Our research provides the scientific foundations needed to improve New Zealand’s ability to protect the most threatened species and ecosystems. This ability relies on a deep understanding of ecosystem resilience, tipping points and how various threats – from climate change through to invasive species – affect native species.
Pinned invertebrates from NZAC
Invertebrate specimens from the New Zealand Arthropod Collection (NZAC)
The New Zealand Arthropod Collection (NZAC) has the most complete coverage of terrestrial invertebrates in New Zealand.
In addition to its fundamental value for the science of taxonomy and systematics, the collection underpins quarantine and border control decisions (e.g., verifying the presence or absence of species in New Zealand for EPA, or for confirming identity of newly arrived potential pests for MPI).
The collection makes important contributions to conservation by identifying threatened species in collaboration with the Department of Conservation. On behalf of Pacific Island nations, the NZAC also holds a large collection of specimens from the Pacific region.
Primary production sectors and researchers in universities and Crown Research Institutes use NZAC as a repository for specimens and a source of information. Identification services are also provided to the general public.
There are about 6.5 million specimens, with >1 million pinned. There are about 2600 primary type specimens. Most specimens are from the New Zealand subregion (about 6 million) and neighbouring Pacific Island Countries (0.5 million).
3D replica moa bones
Moa bone
Palaeoecology (the ecology of the past) help further our understanding of the dynamics, function and trajectories of present-day ecosystems.

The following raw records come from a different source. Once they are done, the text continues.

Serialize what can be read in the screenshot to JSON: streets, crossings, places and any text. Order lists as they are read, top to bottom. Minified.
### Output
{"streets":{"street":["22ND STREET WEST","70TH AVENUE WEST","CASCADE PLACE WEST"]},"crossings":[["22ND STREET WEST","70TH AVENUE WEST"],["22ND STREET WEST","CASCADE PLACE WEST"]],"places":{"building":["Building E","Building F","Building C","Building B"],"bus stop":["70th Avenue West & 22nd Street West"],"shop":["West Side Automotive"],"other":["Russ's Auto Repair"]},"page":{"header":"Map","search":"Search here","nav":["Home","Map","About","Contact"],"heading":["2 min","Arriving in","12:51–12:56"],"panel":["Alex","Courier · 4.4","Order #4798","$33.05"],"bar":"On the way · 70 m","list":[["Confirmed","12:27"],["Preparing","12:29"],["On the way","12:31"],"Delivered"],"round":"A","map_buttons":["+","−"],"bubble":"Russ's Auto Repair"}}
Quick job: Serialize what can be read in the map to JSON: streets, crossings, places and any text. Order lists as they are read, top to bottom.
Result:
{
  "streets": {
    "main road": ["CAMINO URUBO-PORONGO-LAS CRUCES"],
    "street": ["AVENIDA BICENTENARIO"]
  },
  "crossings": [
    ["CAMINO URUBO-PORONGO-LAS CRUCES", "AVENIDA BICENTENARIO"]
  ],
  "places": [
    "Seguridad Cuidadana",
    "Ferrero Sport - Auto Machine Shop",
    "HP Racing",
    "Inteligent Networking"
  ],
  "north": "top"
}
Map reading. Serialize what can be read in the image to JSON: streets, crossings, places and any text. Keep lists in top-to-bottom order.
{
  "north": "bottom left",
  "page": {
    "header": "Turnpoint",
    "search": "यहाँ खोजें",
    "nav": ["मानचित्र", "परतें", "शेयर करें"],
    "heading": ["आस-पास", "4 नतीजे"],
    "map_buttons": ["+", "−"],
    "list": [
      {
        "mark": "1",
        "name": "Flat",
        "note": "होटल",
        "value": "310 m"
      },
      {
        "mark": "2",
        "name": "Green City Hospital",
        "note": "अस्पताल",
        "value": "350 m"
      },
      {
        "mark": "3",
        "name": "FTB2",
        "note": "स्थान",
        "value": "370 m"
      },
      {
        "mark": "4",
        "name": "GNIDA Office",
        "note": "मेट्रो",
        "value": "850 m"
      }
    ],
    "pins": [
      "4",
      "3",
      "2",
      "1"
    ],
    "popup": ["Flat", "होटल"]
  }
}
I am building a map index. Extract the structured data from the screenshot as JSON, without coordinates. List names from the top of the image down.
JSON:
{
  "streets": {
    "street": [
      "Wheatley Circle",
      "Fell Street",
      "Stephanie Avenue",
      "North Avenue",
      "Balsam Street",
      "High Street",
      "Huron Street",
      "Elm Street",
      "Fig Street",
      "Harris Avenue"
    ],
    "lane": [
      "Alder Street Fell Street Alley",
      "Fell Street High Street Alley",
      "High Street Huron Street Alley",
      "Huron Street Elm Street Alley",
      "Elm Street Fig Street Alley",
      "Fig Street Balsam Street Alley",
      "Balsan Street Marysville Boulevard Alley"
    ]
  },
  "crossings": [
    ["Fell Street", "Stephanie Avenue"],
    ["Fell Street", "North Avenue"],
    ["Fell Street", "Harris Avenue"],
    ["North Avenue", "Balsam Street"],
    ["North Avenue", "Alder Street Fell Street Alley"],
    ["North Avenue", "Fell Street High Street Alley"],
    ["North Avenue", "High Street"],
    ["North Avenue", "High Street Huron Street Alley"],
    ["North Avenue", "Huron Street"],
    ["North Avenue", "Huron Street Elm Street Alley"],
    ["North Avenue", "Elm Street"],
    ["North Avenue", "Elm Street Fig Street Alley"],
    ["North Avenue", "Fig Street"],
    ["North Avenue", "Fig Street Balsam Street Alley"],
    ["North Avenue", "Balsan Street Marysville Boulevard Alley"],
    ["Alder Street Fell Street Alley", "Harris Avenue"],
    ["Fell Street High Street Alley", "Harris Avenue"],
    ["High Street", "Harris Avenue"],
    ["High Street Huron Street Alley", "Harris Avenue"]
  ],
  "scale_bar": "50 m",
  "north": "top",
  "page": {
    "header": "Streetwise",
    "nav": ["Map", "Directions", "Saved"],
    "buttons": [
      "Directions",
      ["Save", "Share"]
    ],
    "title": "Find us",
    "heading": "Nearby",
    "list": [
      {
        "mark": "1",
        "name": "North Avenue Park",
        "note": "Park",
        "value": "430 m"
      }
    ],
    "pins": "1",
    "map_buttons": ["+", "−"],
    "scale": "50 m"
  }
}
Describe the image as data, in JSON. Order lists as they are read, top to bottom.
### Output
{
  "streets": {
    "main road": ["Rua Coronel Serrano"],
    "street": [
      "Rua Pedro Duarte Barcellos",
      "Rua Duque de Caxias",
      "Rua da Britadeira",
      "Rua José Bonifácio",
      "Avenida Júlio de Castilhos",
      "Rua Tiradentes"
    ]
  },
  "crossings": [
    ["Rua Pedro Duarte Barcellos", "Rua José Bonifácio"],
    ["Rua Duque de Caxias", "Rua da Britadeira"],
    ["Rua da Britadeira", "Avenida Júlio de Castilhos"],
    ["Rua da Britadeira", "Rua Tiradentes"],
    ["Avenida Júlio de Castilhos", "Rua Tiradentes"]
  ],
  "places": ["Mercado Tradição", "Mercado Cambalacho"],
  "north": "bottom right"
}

The Manaaki Whenua Long-Term Ecology Laboratory is dedicated to studying long-term ecological processes (over decades to thousands of years).
Using microscopic and ancient DNA analysis of a variety of sample types (including lake, bog, swamp and cave sediments and preserved droppings (coprolites) of extinct birds and introduced animals) we show how ecosystems have changed over time in response to climate change, natural disturbances (volcanism, earthquakes and fire), initial human arrival, and the introduction of alien vertebrates. Analysing coprolites allows us to gain insights into the lives of extinct birds, determining what plants they ate, what flowers they pollinated, and what seeds they dispersed. From this we can determine the role that extinct birds played in prehuman ecosystems, which helps us understand the legacy of their extinction on the functioning of existing forests.
Seed test tubes
Seeds from mānuka, beech, and kōwhai
Mānuka seeds
Mānuka seeds gathered as part of The Honey Landscape project that aims to create a comprehensive model of New Zealand’s native honey landscape.
Scientists and Māori agribusiness have teamed up to learn more about mānuka DNA variation, beehive stocking rates, and honey bee food resources in a 5-year project that sets out to answer these questions and best maximise this opportunity.
Dr Gary Houliston is leading the Manaaki Whenua component of The Honey Landscape project. The project blends science and tikanga Maori to create a comprehensive model of New Zealand’s native honey landscape. Researchers have been working with Māori landowners to collect leaf samples from natural mānuka stands, extract the DNA, and analyse the data.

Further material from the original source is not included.